Overview
This week I'm building on last week's post about Entity-Component-System (ECS) for game development. Composition over inheritence is the key takeaway. Composition enables building an object as a collection of behaviors, instead of inheriting behaviors from a single parent.
Inheritance is a core component of object-oriented programming and is very commonly taught as part of a computer science curriculum. A classic example is defining an "Animal" class, then a "Bird" class which inherits from Animal, and then you can make specific birds like "Sparrow", "Eagle", etc. as needed. Bird defines a "fly" method, then each type of bird can implement the specific differences in flight.
Inheritance solves the "is a" problem. A sparrow is a bird, which is an animal.
Problems with Inheritance
Inheritance requires very clean concepts. So, what happens when you want to implement a penguin that can't fly?
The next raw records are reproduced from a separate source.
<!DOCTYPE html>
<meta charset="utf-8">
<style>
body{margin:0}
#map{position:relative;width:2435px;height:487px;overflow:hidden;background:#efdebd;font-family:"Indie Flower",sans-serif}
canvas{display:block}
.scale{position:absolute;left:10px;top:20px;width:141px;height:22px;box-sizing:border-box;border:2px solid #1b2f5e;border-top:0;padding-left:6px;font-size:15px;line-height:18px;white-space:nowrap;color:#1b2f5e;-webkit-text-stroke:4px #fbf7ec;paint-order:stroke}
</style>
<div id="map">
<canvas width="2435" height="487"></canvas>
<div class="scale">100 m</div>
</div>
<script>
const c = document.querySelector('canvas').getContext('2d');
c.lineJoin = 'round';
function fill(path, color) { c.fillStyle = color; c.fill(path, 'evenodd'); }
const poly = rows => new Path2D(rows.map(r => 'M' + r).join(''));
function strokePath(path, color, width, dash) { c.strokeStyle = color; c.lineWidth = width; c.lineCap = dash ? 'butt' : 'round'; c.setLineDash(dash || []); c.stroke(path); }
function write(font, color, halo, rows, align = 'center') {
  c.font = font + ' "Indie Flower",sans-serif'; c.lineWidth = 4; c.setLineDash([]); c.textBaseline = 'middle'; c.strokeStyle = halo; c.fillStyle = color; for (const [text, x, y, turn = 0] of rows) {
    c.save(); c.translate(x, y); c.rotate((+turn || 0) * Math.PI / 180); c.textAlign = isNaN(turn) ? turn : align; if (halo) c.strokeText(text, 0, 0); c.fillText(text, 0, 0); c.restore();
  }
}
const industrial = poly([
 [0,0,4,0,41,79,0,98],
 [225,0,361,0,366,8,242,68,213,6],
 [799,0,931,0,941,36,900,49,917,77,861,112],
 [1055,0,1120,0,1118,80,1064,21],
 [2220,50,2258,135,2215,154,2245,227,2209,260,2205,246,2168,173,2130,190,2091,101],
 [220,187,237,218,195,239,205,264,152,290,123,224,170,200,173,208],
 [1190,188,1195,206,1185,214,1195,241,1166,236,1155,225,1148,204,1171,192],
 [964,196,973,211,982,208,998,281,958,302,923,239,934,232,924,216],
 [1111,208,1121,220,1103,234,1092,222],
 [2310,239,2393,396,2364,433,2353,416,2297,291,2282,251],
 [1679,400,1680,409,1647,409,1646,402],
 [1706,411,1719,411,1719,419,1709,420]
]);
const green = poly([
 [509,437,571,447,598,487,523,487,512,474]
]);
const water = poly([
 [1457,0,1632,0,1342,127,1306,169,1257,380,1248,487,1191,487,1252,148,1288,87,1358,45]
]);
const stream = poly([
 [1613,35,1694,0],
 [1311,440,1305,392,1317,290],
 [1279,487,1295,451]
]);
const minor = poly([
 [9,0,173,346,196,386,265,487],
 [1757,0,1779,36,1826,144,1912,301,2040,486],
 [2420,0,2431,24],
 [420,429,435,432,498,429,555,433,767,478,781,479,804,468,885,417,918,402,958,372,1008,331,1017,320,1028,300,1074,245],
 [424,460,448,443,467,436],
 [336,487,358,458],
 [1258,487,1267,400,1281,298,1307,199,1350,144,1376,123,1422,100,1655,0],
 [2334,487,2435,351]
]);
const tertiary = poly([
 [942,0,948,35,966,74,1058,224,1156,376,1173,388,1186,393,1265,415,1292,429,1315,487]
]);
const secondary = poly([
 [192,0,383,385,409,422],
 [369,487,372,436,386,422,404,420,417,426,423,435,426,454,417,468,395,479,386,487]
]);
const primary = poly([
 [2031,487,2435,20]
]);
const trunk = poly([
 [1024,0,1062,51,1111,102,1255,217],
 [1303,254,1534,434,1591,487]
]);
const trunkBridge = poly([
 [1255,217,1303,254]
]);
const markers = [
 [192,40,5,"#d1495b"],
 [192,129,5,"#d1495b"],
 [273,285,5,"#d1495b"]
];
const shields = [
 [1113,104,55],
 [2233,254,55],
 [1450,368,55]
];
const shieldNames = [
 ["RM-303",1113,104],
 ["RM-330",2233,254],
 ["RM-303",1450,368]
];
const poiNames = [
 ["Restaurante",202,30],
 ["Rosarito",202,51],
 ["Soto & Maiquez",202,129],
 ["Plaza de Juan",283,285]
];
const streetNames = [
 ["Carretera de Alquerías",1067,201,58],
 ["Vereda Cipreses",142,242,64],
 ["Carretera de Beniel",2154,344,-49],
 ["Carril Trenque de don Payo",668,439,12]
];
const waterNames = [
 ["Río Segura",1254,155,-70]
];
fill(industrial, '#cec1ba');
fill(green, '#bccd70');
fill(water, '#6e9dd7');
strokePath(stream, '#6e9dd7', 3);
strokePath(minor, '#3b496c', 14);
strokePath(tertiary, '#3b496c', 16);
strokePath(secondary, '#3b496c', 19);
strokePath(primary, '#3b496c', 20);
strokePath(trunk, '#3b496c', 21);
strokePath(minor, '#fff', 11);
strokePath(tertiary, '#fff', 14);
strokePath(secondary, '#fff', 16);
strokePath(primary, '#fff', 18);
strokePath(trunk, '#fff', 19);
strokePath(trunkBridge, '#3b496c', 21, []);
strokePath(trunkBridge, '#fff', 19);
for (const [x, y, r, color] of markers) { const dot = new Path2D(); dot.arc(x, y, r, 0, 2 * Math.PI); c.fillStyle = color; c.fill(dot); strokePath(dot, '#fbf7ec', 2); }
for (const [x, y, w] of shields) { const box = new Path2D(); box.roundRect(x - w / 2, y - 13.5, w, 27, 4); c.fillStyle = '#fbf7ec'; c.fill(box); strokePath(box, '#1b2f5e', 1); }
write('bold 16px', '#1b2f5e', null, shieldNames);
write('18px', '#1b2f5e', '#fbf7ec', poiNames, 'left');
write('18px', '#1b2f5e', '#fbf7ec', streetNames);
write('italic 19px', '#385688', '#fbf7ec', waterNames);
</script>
You pass the bird class to some external method, and it calls "fly", what happens? Do you throw an exception? Do nothing? The penguin flaps his wings a few times and looks forlornly at the sky?
The reverse problem also exists: how do you define a helicopter that needs a "fly" method? It's not a bird, but do you try to make it one anyway so it can inherit "fly", or do you re-implement "fly"? What if you need to apply gravity to all flying objects?
Composition
Composition is the idea of separating out behaviors which can be grouped to form a new thing. It uses the "has" or "can" relationship instead of "is". A bird has wings. An airplane has wings. A sparrow can fly. A helicopter can fly.
To find every flying object, you can simply identify anything that "has fly". This can be implemented with interfaces, but with ECS it is implemented with components. It becomes very easy to do something which demonstrates all 3 parts of ECS, the entity, component, and system, like this:
//Entity
auto helicopter = createEntity();
auto sparrow = createEntity();
//Component
struct Flying{
vector3 position;
vector3 velocity;
}
sparrow.add_component();
helicopter.add_component();
//System
for(auto& flying_entity : ecs.query()){
flying_entity.velocity.y -= 9.81 * Time::deltaTime;
flying_entity.position += flying_entity.velocity * Time::deltaTime;
}
Game Dev with ECS
ECS makes game development particularly easy with composition. You can create a "Health" component, and make every attack from the player damage anything with Health, then it doesn't matter whether you've applied that component to an enemy, a door, some of the walls, etc. If you are doing a physics game then you can make a "mass" component with a gravity system that pulls everything with mass downward. For rendering you can find every component with a mesh and a world position and pass it to the renderer to be drawn each frame. The possibilities are literally endless, and the best part is that it's easy to keep clean separation between unrelated components.
If I create a new component and a new system to interact with that component, I already know that no other system is touching that component. Each component is usually limited to very few systems that interact with it.